* EXERCISE BRIEF
Make a word-for-word copy of the entries below from their first line through the line with "position:relative; width:1728px; height:1237px;", and add nothing.

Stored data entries

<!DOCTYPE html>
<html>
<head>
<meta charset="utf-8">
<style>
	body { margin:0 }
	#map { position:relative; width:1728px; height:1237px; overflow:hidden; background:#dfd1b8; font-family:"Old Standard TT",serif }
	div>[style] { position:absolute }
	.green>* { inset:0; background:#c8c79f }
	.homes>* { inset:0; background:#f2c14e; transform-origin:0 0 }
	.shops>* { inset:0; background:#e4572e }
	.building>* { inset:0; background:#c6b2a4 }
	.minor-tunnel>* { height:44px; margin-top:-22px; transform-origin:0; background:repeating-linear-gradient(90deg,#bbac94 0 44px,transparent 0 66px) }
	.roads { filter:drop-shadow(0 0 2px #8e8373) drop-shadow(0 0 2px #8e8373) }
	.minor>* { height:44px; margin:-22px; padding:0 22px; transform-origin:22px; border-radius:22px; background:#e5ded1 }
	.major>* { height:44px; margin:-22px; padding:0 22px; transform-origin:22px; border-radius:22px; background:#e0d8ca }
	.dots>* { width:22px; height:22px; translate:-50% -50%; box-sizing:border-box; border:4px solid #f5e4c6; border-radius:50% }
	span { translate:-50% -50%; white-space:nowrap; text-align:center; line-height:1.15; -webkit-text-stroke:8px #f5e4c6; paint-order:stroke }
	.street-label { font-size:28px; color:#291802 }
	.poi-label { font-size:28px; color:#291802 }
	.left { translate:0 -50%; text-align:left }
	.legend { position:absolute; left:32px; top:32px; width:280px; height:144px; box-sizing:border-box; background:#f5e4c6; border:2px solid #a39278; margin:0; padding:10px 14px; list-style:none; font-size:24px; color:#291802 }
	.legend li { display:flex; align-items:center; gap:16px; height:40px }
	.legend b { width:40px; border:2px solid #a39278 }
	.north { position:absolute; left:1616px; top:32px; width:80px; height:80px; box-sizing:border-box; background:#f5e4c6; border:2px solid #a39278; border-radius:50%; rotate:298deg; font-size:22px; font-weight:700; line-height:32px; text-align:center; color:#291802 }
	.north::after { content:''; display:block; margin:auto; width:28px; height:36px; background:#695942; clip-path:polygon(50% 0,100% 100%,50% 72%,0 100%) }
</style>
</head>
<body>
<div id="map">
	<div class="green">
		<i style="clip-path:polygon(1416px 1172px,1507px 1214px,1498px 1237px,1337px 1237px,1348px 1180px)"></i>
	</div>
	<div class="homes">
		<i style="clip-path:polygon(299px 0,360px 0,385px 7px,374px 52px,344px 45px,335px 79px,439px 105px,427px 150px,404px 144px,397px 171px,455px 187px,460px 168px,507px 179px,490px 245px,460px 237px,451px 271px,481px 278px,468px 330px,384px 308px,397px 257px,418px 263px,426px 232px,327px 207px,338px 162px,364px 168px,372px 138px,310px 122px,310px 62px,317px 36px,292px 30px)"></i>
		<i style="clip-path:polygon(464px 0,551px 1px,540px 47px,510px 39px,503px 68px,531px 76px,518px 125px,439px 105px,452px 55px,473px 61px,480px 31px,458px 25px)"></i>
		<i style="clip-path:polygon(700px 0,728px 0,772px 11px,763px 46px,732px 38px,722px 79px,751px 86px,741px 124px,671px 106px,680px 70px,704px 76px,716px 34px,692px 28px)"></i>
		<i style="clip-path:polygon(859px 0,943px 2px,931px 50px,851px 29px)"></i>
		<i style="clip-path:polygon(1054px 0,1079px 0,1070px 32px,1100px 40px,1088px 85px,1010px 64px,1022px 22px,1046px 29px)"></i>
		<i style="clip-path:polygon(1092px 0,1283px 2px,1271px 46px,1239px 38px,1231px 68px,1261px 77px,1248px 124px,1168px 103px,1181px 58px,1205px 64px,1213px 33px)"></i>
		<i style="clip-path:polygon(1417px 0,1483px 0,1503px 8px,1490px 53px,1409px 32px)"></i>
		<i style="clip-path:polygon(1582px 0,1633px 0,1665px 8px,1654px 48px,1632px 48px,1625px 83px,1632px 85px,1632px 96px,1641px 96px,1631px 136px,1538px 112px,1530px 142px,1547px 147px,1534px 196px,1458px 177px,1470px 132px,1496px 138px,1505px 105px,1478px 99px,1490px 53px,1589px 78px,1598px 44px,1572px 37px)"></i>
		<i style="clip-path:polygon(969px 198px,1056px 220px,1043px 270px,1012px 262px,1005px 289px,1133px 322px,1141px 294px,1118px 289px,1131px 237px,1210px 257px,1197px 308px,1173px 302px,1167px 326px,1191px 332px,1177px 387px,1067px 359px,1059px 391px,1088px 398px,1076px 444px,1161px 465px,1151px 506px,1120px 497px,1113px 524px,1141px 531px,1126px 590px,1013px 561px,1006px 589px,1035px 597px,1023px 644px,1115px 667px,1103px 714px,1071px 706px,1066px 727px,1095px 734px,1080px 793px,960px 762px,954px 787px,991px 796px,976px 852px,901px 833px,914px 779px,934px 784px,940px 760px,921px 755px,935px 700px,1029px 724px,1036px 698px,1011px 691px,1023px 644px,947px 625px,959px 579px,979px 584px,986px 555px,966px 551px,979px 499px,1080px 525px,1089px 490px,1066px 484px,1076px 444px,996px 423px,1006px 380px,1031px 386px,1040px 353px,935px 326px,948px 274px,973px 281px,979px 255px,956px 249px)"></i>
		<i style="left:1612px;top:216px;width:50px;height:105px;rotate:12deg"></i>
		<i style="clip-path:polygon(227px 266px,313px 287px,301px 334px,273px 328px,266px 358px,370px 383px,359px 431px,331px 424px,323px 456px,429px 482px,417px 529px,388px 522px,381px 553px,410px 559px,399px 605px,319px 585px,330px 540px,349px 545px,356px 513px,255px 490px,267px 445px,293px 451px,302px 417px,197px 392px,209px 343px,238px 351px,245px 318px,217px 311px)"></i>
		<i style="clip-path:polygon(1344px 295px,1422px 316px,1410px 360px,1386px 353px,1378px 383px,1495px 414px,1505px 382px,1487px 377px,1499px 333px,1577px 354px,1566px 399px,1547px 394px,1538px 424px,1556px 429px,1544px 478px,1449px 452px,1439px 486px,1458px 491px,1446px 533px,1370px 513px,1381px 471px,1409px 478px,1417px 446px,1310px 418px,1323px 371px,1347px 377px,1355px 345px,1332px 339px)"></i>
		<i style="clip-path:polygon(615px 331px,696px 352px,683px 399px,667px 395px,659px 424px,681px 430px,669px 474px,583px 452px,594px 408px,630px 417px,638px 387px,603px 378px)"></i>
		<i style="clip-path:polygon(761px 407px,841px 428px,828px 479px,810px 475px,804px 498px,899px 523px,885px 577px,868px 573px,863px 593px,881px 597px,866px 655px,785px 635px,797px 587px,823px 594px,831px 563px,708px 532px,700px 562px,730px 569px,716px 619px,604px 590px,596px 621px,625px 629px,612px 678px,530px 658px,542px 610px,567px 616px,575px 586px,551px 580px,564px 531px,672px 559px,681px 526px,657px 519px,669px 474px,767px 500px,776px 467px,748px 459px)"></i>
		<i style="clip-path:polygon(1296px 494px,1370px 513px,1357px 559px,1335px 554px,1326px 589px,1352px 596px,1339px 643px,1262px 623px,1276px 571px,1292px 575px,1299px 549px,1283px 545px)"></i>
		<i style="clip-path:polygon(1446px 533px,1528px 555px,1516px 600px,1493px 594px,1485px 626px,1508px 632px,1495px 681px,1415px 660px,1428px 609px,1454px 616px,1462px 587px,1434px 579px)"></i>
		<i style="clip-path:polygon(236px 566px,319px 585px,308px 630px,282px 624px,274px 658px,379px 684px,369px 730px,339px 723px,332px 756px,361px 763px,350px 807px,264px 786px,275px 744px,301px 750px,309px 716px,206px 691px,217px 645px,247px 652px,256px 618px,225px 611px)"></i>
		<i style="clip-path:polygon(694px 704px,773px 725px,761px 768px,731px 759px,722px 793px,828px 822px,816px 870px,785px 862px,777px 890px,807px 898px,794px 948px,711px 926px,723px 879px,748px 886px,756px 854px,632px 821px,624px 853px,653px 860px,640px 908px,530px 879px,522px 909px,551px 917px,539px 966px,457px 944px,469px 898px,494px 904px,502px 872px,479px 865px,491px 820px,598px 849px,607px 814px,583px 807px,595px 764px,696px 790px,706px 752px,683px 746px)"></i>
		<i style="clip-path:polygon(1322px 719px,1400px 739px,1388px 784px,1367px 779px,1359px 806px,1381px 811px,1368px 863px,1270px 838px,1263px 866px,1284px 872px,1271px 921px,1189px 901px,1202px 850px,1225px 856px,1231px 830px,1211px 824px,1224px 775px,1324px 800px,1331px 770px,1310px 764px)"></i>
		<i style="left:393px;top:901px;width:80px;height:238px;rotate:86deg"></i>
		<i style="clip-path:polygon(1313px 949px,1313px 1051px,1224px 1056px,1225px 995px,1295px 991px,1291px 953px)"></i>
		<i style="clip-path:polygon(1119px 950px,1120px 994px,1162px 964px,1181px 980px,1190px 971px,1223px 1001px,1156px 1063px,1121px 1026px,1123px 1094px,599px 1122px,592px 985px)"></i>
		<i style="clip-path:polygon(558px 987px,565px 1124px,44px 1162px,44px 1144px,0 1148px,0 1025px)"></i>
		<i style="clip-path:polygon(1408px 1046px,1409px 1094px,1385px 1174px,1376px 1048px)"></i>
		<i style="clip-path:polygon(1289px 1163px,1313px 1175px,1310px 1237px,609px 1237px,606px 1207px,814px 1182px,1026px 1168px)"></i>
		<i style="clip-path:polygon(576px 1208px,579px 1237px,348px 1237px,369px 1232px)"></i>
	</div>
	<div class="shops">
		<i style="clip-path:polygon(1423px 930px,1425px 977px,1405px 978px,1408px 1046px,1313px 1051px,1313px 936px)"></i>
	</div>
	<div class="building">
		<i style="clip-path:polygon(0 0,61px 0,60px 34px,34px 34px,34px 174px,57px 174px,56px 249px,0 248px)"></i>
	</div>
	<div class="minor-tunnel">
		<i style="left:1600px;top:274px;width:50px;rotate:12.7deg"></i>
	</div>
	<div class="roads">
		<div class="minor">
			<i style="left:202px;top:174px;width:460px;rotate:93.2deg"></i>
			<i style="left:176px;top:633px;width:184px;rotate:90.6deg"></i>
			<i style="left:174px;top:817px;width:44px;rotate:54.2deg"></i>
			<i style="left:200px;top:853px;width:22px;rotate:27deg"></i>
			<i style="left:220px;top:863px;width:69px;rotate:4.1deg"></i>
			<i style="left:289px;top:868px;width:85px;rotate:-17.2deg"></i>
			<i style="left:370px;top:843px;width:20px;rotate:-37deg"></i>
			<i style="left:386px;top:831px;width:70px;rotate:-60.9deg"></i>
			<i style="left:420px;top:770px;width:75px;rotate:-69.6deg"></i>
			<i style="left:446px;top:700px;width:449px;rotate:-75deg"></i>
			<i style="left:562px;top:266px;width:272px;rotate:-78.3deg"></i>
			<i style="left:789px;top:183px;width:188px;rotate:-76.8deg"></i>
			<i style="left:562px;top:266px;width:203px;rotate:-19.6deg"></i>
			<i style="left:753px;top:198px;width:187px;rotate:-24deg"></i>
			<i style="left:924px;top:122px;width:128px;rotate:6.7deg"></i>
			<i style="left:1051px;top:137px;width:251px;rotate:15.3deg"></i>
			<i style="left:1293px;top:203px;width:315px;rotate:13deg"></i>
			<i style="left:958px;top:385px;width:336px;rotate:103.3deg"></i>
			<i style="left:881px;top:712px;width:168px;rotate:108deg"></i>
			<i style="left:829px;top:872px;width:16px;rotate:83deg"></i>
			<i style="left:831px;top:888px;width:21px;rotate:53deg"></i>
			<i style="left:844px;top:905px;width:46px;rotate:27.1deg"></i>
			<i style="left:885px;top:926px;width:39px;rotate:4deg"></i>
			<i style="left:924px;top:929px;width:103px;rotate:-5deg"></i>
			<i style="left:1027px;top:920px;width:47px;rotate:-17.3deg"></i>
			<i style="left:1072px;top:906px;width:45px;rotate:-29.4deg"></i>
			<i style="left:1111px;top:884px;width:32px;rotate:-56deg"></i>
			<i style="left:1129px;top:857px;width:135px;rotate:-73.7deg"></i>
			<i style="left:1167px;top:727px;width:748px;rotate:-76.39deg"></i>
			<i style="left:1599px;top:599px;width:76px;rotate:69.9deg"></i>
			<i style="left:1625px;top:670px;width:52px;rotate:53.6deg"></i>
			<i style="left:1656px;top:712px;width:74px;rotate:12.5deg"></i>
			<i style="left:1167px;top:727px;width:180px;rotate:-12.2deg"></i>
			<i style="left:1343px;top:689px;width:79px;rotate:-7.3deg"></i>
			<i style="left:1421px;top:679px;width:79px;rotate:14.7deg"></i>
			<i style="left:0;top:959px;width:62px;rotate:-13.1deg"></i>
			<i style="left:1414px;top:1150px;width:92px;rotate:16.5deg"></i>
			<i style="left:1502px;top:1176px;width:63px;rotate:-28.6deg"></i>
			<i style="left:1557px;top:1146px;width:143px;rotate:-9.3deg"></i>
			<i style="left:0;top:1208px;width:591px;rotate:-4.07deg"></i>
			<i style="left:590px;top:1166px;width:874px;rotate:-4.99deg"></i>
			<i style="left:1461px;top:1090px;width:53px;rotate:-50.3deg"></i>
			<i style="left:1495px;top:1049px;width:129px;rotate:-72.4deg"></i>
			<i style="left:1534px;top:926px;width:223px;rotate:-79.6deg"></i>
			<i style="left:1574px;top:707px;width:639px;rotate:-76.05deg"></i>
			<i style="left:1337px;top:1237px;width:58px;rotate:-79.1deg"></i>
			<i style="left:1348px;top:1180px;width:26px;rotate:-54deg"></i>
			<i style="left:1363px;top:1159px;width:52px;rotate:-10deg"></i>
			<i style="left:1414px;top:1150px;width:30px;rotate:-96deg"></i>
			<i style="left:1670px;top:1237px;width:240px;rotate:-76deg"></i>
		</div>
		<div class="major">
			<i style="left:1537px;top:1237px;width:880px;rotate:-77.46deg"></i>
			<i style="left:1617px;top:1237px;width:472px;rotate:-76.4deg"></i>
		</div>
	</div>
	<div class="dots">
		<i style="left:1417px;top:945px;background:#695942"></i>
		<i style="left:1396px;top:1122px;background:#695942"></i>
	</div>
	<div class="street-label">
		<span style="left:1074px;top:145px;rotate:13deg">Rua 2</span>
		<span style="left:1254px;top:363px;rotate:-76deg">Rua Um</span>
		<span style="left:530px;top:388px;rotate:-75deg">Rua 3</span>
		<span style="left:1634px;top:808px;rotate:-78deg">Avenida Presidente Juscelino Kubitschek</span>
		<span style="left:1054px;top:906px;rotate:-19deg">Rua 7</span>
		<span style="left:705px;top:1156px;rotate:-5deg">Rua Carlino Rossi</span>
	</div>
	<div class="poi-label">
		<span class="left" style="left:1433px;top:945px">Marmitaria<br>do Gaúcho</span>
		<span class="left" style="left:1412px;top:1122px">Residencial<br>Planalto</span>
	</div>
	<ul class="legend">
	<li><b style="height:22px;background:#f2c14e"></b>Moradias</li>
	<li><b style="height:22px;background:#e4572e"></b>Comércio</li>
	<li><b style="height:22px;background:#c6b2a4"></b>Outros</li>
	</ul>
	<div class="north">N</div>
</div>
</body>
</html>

* RESPONSE TO THE EXERCISE
<!DOCTYPE html>
<html>
<head>
<meta charset="utf-8">
<style>
	body { margin:0 }
	#map { position:relative; width:1728px; height:1237px; overflow:hidden; background:#dfd1b8; font-family:"Old Standard TT",serif }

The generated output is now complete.